Grande comme six éléphants, elle sera parfaite pour porter Gargantua jusqu'à Paris. En chemin, il traverse une région infestée de frelons, que la jument chasse avec sa queue, déracinant tous les arbres. Tout le pays fut transformé en champs, ce que voyant, Gargantua dit Je trouve beau ce… C'est pourquoi dès lors on appelle ce pays la Beauce.
Gargantua arrive enfin à Paris. Il suscite tant de curiosités des Parisiens qu'il doit se réfugier au sommet de Notre-Dame.
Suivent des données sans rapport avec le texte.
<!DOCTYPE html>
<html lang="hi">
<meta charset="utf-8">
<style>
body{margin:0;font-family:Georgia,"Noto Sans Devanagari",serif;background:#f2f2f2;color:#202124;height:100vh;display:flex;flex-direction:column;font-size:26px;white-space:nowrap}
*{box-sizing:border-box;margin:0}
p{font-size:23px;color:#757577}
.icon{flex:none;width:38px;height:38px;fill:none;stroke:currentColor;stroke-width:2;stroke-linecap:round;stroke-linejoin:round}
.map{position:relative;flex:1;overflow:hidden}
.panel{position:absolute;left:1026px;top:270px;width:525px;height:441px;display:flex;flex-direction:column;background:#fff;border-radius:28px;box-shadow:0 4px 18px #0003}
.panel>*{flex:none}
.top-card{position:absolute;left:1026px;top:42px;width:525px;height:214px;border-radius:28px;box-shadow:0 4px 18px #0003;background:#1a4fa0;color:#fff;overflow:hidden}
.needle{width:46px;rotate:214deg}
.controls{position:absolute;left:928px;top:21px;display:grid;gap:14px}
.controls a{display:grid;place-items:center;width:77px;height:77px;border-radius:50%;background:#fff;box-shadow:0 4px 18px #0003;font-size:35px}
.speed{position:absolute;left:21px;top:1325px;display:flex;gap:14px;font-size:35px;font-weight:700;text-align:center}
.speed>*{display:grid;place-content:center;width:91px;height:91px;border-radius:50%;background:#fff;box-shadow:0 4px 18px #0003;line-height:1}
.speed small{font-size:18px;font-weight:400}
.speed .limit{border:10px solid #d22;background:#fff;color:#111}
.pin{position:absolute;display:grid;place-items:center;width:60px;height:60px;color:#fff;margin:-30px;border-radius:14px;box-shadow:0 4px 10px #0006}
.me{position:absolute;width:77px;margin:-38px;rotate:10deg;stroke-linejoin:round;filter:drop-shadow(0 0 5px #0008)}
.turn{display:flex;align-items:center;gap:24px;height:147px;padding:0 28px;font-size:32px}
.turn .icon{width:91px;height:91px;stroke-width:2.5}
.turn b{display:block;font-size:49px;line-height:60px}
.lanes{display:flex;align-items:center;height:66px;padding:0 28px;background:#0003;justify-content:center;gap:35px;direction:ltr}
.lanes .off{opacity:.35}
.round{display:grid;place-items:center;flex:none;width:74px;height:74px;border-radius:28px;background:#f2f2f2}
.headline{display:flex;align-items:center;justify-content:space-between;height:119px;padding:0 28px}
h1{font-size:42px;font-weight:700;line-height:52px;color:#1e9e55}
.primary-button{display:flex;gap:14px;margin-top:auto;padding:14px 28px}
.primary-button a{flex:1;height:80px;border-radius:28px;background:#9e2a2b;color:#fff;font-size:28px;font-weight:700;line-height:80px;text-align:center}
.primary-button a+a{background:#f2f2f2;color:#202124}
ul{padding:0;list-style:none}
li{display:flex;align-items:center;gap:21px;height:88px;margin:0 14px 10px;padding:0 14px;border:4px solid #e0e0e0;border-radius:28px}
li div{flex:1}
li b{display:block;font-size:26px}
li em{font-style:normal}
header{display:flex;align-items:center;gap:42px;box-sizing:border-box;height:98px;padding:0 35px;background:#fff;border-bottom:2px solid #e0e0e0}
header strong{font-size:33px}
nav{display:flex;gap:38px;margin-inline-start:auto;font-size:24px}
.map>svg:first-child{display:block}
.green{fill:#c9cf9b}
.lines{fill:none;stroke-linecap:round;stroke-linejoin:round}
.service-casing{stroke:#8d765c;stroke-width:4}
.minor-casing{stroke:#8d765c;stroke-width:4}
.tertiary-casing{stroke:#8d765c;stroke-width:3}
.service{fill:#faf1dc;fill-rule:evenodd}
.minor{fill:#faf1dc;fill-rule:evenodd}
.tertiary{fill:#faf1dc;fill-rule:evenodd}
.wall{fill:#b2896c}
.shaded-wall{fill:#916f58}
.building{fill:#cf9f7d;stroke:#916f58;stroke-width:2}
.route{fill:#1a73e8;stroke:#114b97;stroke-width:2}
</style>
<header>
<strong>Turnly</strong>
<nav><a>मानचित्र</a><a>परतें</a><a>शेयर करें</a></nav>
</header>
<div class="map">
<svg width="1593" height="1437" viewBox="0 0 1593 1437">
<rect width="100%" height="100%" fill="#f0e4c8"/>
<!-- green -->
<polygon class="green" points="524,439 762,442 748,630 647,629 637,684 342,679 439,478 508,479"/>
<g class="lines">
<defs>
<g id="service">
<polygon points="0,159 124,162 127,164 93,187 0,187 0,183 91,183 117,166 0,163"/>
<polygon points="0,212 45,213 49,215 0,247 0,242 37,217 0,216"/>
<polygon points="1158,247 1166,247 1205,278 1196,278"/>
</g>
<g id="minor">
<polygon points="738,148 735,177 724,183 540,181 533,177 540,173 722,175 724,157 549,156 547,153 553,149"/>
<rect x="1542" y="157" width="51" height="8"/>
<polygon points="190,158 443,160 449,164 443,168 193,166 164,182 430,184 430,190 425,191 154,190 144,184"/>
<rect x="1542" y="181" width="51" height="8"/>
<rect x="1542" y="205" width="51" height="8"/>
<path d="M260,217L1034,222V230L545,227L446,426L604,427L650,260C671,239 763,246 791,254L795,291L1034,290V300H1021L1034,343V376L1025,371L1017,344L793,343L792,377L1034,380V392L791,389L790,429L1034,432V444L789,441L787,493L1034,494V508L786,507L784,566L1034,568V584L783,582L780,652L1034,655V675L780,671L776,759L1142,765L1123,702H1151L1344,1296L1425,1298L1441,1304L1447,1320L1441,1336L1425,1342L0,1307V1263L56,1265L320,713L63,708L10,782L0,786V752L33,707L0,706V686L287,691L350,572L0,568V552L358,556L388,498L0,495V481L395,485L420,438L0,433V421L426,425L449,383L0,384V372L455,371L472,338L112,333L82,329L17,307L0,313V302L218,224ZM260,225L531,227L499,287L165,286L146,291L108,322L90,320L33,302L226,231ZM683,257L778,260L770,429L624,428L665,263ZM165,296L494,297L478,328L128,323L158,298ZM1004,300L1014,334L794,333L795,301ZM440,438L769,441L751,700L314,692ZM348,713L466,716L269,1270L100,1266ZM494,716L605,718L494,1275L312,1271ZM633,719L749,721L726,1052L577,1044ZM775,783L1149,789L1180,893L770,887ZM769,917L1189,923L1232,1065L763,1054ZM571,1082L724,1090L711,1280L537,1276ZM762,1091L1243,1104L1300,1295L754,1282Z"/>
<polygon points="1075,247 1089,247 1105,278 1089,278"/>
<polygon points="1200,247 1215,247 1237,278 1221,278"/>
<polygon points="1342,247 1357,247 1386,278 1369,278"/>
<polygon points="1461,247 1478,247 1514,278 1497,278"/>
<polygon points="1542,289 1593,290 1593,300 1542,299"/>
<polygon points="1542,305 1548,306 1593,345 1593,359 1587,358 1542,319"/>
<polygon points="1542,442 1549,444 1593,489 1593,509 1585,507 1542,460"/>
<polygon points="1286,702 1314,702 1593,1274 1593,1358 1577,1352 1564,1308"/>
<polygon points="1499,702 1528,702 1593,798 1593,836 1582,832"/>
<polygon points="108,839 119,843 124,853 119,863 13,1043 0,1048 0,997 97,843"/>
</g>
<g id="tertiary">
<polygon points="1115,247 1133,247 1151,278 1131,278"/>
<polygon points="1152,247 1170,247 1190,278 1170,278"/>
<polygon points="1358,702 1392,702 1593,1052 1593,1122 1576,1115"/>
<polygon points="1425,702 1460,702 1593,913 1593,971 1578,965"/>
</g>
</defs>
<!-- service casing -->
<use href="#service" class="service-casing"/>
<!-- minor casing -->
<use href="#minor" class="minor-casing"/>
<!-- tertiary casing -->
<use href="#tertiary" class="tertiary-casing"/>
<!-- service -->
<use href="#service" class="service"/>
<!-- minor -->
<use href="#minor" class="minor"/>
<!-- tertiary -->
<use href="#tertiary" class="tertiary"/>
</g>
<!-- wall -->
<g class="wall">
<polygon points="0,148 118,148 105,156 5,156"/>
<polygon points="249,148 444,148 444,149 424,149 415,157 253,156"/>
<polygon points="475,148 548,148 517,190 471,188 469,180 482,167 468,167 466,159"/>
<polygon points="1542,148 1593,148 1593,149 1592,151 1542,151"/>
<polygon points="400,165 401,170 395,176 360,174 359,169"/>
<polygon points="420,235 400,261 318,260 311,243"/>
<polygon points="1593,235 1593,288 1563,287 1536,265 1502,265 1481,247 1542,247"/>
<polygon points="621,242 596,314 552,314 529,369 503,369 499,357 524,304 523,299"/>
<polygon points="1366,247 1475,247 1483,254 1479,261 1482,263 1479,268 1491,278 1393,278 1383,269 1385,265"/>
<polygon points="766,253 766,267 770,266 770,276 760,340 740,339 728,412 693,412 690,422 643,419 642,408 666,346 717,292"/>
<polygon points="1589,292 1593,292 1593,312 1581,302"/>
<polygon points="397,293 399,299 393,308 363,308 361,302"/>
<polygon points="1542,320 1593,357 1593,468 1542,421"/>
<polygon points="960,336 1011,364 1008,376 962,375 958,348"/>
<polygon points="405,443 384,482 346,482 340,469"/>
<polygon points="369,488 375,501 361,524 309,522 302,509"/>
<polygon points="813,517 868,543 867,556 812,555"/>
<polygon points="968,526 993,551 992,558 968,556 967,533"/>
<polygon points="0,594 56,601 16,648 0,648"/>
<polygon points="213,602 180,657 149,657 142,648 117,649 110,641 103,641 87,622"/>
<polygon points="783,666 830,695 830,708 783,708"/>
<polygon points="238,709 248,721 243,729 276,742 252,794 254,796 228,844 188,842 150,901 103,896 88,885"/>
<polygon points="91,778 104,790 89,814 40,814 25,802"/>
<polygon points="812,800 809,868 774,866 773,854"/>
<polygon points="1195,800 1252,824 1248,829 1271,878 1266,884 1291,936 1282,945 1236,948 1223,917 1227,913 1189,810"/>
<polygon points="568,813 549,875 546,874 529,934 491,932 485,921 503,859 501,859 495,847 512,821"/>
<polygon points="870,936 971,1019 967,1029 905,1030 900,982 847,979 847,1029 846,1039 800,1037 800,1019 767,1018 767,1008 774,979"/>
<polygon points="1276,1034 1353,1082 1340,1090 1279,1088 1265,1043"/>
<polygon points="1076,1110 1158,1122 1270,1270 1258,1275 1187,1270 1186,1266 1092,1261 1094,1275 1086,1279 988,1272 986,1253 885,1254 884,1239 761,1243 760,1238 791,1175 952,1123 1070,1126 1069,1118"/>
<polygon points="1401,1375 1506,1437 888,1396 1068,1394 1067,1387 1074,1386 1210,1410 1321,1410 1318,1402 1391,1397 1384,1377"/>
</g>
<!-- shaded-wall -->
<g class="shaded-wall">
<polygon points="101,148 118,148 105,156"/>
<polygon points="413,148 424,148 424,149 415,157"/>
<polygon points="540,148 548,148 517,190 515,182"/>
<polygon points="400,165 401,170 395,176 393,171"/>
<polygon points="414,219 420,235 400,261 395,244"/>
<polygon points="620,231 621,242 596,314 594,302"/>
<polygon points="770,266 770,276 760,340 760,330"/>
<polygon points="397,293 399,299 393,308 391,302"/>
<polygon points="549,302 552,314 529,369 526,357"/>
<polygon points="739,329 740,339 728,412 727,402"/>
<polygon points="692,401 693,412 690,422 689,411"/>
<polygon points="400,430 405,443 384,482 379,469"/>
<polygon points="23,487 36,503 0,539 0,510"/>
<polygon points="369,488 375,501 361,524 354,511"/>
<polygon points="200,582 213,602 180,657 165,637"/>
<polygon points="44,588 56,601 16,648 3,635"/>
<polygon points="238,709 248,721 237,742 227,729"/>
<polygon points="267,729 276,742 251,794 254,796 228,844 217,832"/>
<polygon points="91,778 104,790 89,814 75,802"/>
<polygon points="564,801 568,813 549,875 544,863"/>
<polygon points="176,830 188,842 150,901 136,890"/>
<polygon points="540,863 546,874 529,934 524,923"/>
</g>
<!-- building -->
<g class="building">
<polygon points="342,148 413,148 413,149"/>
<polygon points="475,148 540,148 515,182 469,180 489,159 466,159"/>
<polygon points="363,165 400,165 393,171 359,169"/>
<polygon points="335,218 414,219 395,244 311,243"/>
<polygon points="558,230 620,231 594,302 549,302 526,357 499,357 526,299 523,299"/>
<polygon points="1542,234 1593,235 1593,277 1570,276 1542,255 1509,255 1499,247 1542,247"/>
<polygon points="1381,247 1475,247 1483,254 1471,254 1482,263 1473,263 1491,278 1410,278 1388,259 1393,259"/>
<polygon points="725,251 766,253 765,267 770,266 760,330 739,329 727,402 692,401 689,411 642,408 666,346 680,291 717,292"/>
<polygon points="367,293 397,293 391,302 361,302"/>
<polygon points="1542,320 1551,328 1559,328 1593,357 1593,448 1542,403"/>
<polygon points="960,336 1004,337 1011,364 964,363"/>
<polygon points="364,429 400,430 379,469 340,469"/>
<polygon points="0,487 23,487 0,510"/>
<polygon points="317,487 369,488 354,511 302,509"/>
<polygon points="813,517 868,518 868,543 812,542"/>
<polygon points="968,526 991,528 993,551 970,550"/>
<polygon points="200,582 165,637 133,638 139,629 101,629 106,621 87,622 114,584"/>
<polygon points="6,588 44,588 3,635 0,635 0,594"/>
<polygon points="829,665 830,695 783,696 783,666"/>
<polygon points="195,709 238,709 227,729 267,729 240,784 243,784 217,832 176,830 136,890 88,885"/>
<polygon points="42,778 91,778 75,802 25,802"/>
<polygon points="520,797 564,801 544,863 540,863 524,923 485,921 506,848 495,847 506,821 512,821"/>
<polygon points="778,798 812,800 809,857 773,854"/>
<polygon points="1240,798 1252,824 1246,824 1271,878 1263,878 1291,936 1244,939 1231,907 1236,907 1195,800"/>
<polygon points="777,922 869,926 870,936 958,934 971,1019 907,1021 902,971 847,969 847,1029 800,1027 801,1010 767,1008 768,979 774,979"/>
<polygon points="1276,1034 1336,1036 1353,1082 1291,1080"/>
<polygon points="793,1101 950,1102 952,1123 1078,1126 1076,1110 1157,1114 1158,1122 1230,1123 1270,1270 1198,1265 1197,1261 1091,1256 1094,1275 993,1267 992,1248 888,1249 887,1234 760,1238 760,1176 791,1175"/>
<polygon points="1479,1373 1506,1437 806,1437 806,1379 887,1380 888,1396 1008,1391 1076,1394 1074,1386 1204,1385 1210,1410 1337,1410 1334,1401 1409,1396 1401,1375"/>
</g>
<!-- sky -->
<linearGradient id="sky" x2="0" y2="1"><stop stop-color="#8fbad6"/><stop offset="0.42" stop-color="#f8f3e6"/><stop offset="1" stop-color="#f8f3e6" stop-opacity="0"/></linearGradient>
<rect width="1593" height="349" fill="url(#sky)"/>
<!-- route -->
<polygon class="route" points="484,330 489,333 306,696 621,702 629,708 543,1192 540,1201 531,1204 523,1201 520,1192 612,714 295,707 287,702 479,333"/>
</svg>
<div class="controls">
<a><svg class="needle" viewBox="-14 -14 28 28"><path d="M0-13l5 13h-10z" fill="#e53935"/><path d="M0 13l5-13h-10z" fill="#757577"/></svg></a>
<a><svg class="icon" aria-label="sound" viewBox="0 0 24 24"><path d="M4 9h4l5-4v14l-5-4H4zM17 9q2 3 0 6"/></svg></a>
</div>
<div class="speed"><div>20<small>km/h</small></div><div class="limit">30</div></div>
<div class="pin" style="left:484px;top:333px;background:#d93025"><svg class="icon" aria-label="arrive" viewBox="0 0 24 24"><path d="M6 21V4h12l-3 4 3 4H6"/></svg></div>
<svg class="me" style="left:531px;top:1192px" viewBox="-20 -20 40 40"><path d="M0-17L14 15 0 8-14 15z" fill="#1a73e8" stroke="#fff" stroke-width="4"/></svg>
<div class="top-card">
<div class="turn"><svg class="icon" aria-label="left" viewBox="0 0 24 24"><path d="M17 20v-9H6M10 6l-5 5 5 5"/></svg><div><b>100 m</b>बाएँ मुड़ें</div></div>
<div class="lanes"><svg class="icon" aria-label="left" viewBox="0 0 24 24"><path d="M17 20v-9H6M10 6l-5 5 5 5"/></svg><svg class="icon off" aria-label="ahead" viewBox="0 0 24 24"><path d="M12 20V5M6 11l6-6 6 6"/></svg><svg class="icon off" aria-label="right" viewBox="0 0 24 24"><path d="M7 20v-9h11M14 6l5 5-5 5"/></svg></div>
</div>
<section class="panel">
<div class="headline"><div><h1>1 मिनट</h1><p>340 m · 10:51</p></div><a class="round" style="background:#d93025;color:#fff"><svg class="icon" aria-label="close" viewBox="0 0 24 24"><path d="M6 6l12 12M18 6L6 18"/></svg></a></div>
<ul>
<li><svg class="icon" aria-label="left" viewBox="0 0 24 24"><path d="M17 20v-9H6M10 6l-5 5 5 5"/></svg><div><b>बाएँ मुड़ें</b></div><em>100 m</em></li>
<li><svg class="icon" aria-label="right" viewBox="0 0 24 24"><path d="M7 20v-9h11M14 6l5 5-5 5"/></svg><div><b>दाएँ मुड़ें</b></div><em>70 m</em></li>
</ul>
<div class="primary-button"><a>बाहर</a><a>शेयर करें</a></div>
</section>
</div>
Alors en souriant, il détacha sa belle braguette, et les compissa à ses roulements, qu'il en noya 260 418, sans compter les femmes et les petits-enfants.
L'air de rien, Alcofribas donne la clé de cette étrange inondation d'urine. Gargantua fait cela pour rire, en moyen français, par rire, ce qui donne son nom à la ville. Et donc l'idée centrale c'est qu'il les baptise. Les 260 418 parisiens sont bénis par le rire, c'est-à-dire initiés à un nouveau message spirituel.
Et la suite va dans le même sens. Quand Gargantua quitte Notre-Dame, il prend les cloches et les met au cou de sa jument. Symboliquement, les évangiles ne doivent pas rester au sommet des cathédrales, mais carillonner et galoper le long des chemins. Et donc, par ces situations symboliques, Rabelais incite ses contemporains à lire la Bible, sans intermédiaire ecclésiastique, ce qui est alors interdit par l'Église.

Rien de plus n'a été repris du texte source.